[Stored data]
______
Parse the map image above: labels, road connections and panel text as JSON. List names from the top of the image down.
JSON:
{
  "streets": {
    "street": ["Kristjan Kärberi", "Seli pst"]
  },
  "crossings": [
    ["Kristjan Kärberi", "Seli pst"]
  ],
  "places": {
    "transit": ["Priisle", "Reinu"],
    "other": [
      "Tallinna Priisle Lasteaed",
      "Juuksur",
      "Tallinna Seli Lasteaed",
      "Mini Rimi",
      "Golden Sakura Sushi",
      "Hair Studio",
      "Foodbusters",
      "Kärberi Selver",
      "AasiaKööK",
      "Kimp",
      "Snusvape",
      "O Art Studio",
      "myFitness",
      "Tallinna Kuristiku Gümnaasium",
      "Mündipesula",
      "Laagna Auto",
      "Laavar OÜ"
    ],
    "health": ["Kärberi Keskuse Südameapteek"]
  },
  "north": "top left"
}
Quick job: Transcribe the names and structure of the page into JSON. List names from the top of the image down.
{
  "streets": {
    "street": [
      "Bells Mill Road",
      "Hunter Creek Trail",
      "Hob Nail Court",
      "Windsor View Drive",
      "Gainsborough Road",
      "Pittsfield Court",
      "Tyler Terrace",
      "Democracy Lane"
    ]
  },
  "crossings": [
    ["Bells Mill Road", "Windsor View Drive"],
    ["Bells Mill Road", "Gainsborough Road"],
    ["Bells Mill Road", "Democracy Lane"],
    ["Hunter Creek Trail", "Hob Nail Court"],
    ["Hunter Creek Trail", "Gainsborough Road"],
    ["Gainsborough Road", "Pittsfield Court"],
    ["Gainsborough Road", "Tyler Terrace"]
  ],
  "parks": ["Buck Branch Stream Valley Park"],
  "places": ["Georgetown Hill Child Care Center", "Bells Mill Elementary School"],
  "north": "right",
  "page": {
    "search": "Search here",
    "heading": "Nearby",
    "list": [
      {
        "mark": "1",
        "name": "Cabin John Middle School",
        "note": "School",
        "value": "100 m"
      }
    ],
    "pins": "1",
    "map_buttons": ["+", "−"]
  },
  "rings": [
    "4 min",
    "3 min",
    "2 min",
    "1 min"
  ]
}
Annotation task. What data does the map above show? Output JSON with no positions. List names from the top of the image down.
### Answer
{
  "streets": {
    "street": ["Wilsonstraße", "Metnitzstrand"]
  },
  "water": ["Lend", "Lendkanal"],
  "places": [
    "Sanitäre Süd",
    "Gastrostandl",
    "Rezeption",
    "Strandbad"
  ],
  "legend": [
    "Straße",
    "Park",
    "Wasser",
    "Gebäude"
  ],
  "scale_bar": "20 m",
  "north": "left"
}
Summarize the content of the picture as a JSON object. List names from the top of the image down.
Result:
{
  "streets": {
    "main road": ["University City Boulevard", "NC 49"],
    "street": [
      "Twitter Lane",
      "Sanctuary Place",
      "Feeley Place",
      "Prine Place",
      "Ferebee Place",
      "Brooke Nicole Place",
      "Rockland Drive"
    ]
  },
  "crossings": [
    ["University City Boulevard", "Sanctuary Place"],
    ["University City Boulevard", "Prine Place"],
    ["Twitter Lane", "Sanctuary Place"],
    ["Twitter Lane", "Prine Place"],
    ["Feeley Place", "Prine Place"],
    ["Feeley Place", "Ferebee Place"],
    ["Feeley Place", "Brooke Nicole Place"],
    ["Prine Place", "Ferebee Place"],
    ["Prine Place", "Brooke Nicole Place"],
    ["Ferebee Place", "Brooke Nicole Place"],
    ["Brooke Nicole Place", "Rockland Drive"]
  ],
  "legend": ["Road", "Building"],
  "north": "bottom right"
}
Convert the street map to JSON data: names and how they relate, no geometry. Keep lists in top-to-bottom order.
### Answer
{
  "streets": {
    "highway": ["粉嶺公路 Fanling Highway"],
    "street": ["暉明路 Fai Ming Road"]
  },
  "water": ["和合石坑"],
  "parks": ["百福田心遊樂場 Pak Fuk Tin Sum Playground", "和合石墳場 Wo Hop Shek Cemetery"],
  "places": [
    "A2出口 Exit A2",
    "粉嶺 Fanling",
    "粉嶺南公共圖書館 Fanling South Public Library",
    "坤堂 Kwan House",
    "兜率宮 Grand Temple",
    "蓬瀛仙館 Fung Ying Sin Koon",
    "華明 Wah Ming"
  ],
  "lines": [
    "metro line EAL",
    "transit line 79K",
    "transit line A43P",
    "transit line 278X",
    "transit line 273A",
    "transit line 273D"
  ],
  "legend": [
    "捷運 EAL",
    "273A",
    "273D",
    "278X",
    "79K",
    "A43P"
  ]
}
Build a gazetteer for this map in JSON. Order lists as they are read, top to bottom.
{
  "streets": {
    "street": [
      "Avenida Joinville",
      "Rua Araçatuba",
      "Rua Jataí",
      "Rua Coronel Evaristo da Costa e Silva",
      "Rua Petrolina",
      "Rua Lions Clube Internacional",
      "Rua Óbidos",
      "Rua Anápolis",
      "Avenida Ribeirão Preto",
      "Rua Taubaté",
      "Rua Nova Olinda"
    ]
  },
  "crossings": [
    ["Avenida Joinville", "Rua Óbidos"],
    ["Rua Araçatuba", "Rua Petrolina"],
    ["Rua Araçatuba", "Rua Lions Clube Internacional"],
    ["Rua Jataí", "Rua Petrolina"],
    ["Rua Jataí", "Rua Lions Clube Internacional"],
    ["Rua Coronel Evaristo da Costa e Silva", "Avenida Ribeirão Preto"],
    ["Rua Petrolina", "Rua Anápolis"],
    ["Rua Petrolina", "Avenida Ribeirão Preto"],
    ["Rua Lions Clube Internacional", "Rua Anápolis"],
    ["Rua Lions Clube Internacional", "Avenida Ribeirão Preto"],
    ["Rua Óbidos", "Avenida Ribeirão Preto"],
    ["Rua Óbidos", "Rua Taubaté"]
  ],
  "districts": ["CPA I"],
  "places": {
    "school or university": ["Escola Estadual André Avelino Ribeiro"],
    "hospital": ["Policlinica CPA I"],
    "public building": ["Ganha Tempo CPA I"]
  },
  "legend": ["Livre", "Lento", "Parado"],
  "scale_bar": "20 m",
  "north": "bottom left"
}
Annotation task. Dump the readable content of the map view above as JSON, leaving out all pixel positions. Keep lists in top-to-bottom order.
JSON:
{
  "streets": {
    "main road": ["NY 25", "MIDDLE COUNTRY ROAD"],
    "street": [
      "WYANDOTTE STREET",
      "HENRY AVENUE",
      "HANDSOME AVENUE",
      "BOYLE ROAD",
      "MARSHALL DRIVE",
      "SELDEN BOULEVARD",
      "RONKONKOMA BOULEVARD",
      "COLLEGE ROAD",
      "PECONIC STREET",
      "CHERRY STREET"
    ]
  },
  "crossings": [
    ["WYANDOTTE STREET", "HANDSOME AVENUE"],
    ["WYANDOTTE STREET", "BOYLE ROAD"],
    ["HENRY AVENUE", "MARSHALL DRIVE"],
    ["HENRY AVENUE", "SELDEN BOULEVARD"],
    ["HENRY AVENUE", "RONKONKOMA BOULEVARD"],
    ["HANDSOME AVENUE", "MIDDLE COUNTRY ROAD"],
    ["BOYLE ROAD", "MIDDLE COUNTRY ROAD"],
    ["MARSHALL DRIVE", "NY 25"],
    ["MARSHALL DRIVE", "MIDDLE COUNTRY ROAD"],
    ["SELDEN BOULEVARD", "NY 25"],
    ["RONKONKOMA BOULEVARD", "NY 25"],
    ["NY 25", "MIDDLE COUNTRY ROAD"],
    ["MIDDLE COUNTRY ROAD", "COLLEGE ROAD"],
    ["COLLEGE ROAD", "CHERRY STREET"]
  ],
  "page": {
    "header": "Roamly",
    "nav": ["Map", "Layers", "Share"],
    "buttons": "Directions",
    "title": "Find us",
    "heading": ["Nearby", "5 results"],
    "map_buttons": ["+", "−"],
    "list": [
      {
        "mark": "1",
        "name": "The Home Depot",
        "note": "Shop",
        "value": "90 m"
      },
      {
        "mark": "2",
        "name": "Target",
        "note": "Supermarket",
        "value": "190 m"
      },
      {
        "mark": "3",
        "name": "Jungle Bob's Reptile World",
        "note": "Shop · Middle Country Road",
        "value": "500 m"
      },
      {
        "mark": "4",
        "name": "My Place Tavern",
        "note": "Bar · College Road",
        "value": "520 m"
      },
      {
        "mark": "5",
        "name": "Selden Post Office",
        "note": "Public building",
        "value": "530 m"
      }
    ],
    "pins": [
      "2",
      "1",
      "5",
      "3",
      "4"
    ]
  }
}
______
Required work: From the records, copy every line that has the string "Democracy" in it.

Written reply:
      "Democracy Lane"
    ["Bells Mill Road", "Democracy Lane"],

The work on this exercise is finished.